*ABOUT THIS EXERCISE:*
The response should be an exact transcription of the data below, free of images.

DATA FOR PROCESSING Start Marker

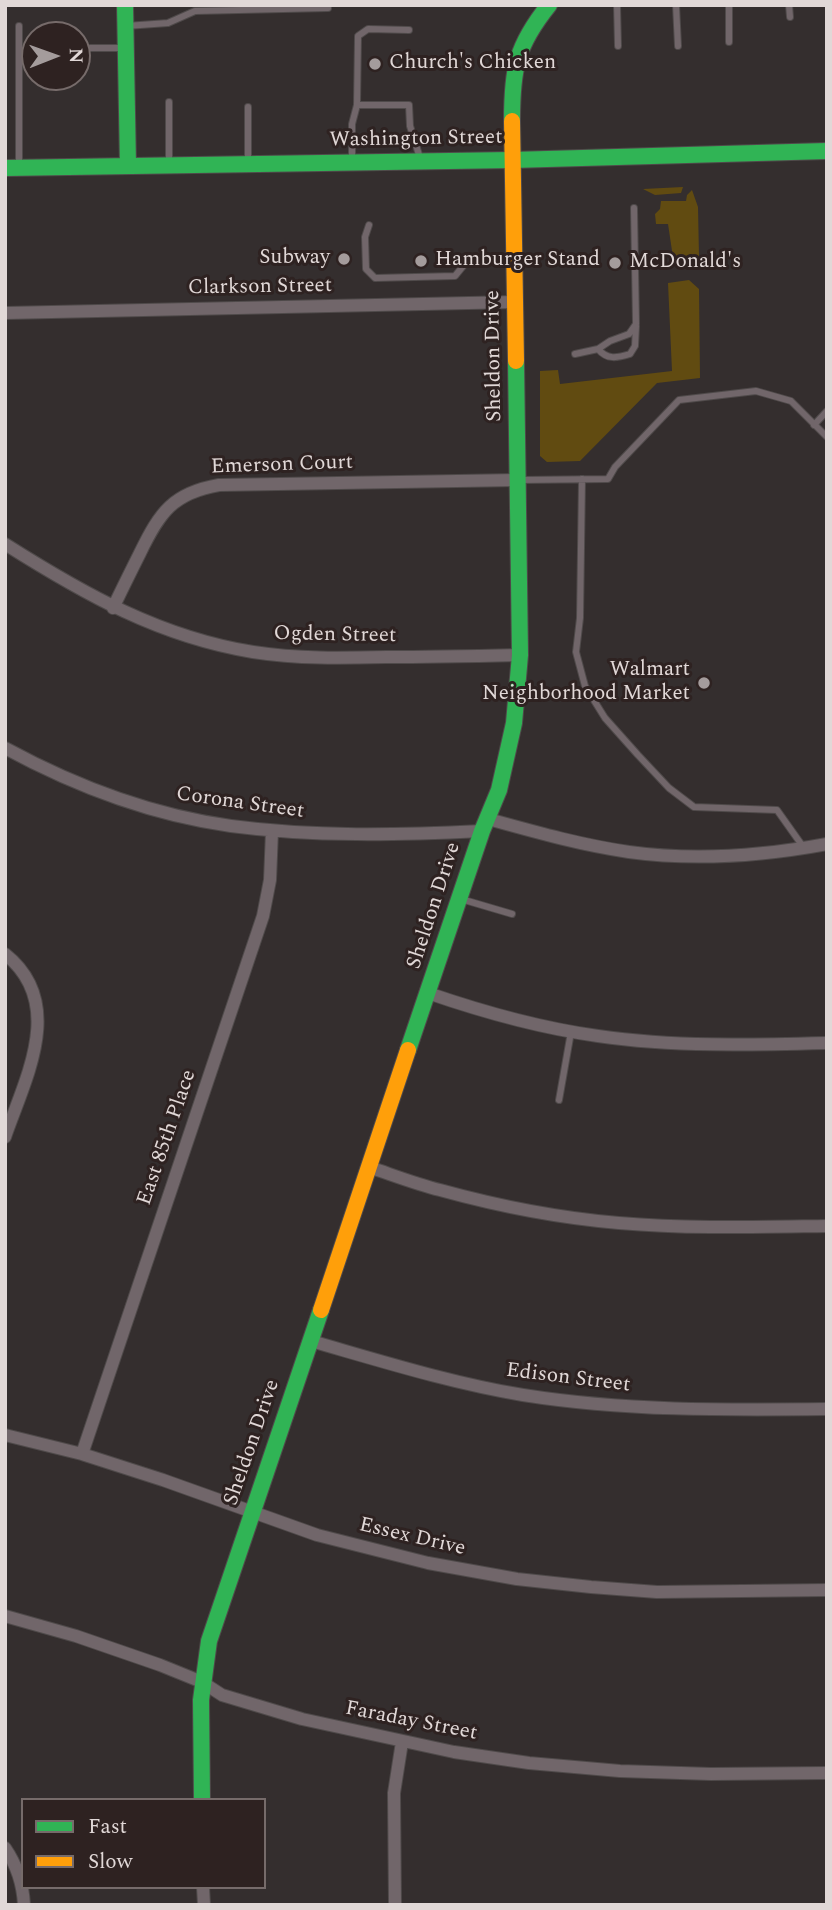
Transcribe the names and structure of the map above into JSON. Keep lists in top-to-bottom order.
{
  "streets": {
    "street": [
      "Washington Street",
      "Clarkson Street",
      "Sheldon Drive",
      "Emerson Court",
      "Ogden Street",
      "Corona Street",
      "East 85th Place",
      "Edison Street",
      "Essex Drive",
      "Faraday Street"
    ]
  },
  "crossings": [
    ["Washington Street", "Sheldon Drive"],
    ["Clarkson Street", "Sheldon Drive"],
    ["Sheldon Drive", "Emerson Court"],
    ["Sheldon Drive", "Ogden Street"],
    ["Sheldon Drive", "Corona Street"],
    ["Sheldon Drive", "Edison Street"],
    ["Sheldon Drive", "Essex Drive"],
    ["Sheldon Drive", "Faraday Street"],
    ["Emerson Court", "Ogden Street"],
    ["Corona Street", "East 85th Place"],
    ["East 85th Place", "Essex Drive"]
  ],
  "places": [
    "Church's Chicken",
    "Subway",
    "Hamburger Stand",
    "McDonald's",
    "Walmart Neighborhood Market"
  ],
  "legend": ["Fast", "Slow"],
  "north": "right"
}
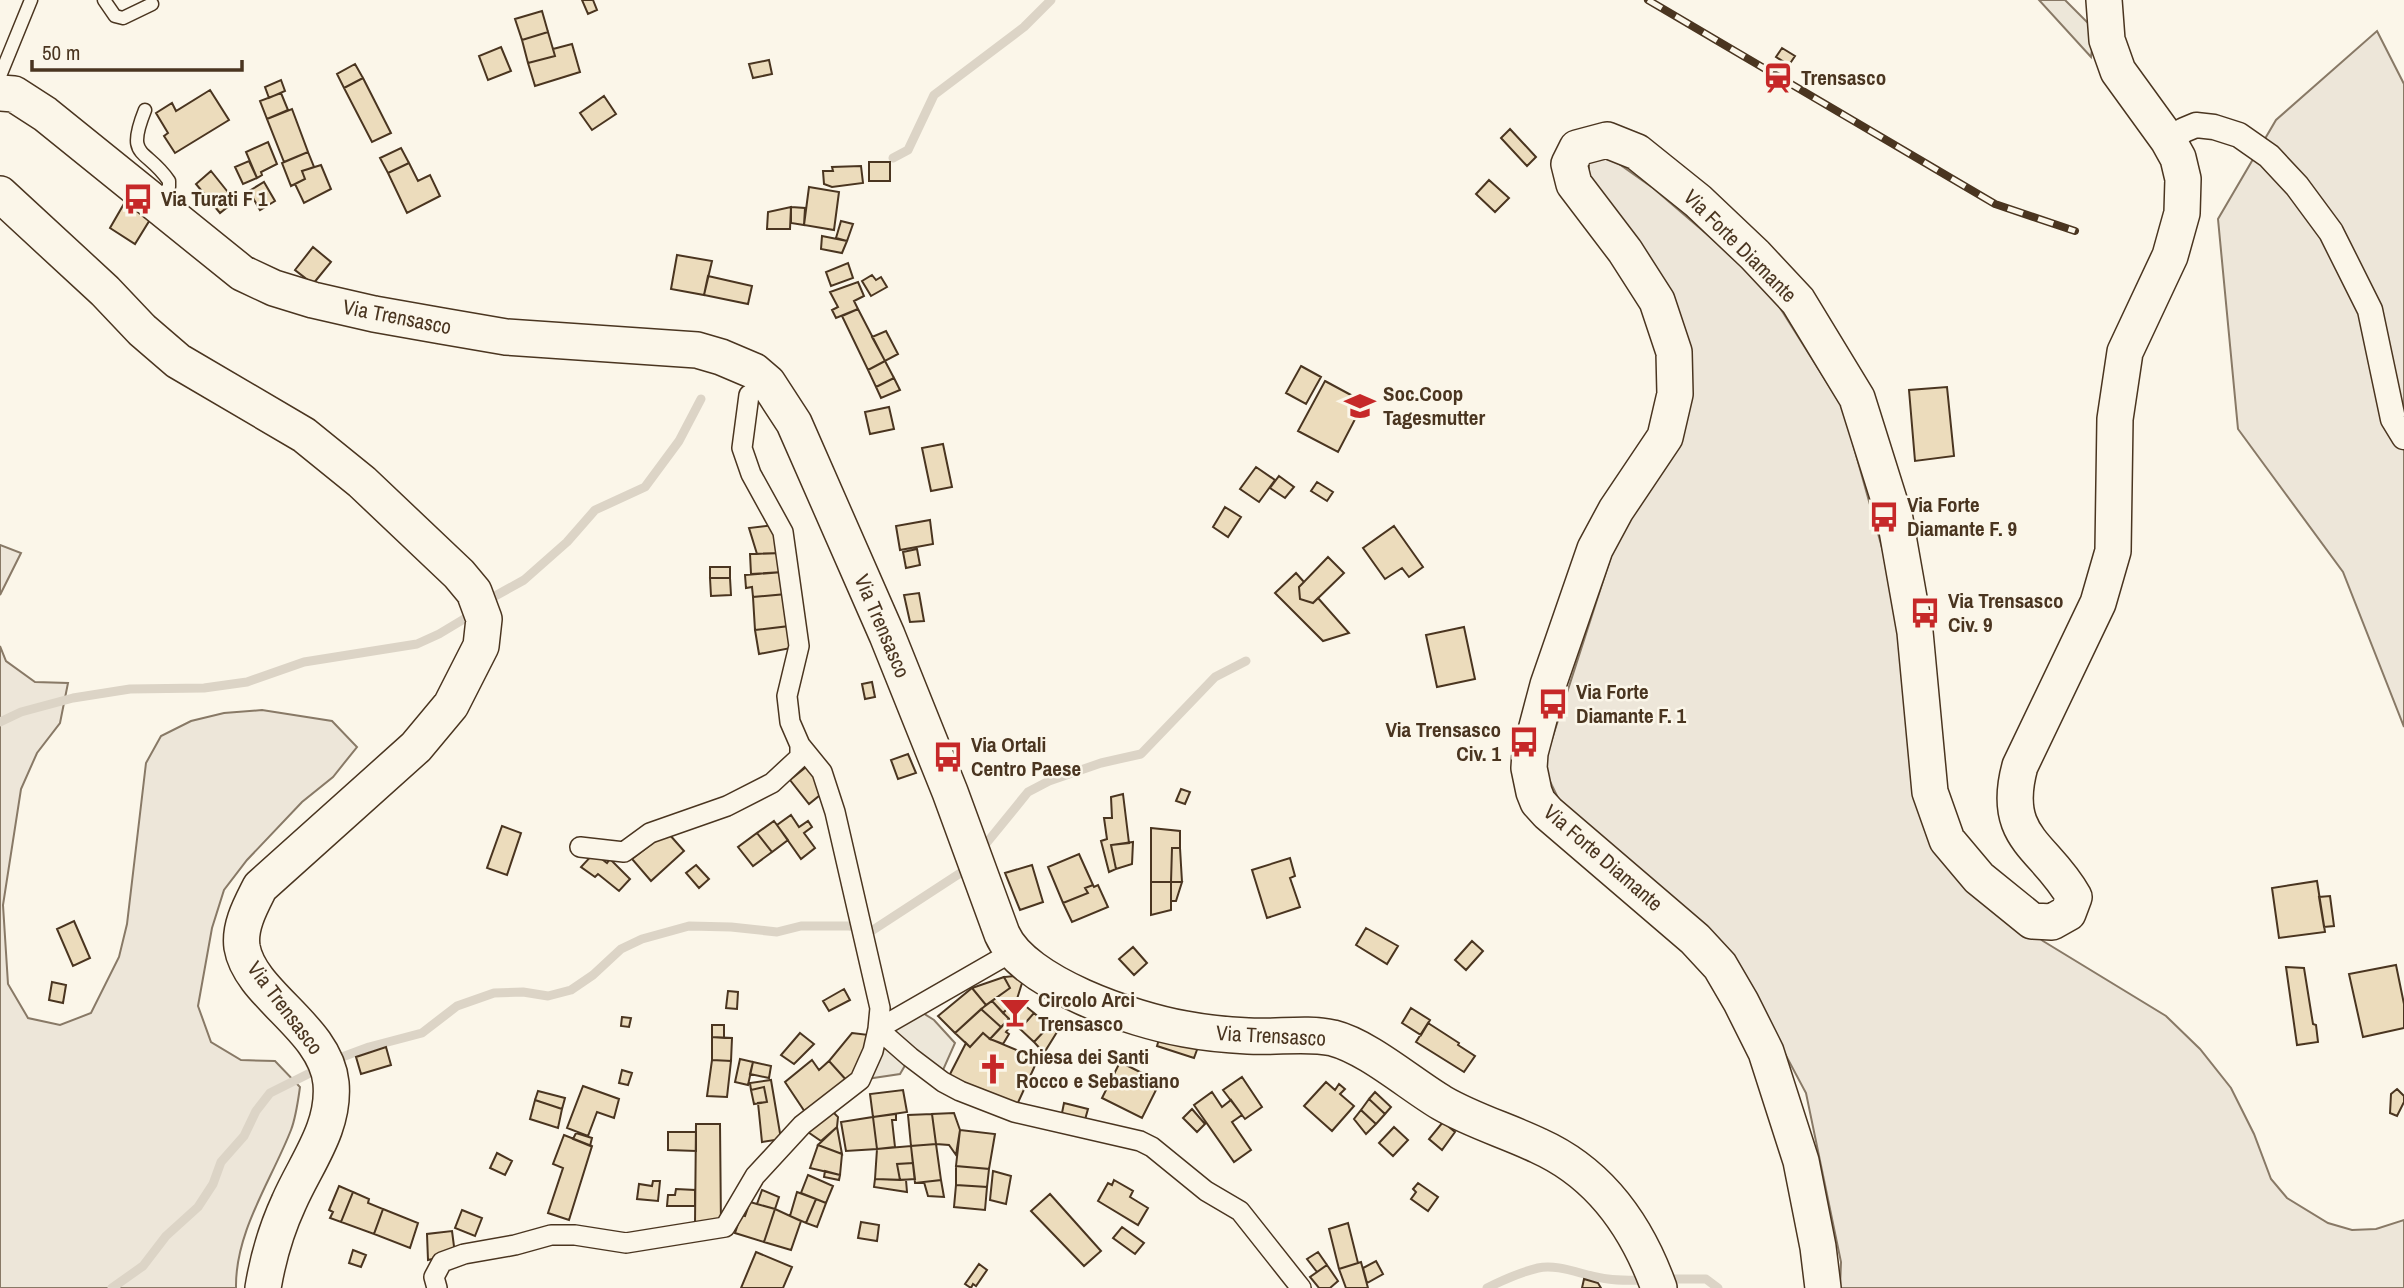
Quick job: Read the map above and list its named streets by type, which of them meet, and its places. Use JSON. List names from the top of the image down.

DATA FOR PROCESSING End Marker

*EXERCISE OUTPUT:*
Transcribe the names and structure of the map above into JSON. Keep lists in top-to-bottom order.
{
  "streets": {
    "street": [
      "Washington Street",
      "Clarkson Street",
      "Sheldon Drive",
      "Emerson Court",
      "Ogden Street",
      "Corona Street",
      "East 85th Place",
      "Edison Street",
      "Essex Drive",
      "Faraday Street"
    ]
  },
  "crossings": [
    ["Washington Street", "Sheldon Drive"],
    ["Clarkson Street", "Sheldon Drive"],
    ["Sheldon Drive", "Emerson Court"],
    ["Sheldon Drive", "Ogden Street"],
    ["Sheldon Drive", "Corona Street"],
    ["Sheldon Drive", "Edison Street"],
    ["Sheldon Drive", "Essex Drive"],
    ["Sheldon Drive", "Faraday Street"],
    ["Emerson Court", "Ogden Street"],
    ["Corona Street", "East 85th Place"],
    ["East 85th Place", "Essex Drive"]
  ],
  "places": [
    "Church's Chicken",
    "Subway",
    "Hamburger Stand",
    "McDonald's",
    "Walmart Neighborhood Market"
  ],
  "legend": ["Fast", "Slow"],
  "north": "right"
}
Quick job: Read the map above and list its named streets by type, which of them meet, and its places. Use JSON. List names from the top of the image down.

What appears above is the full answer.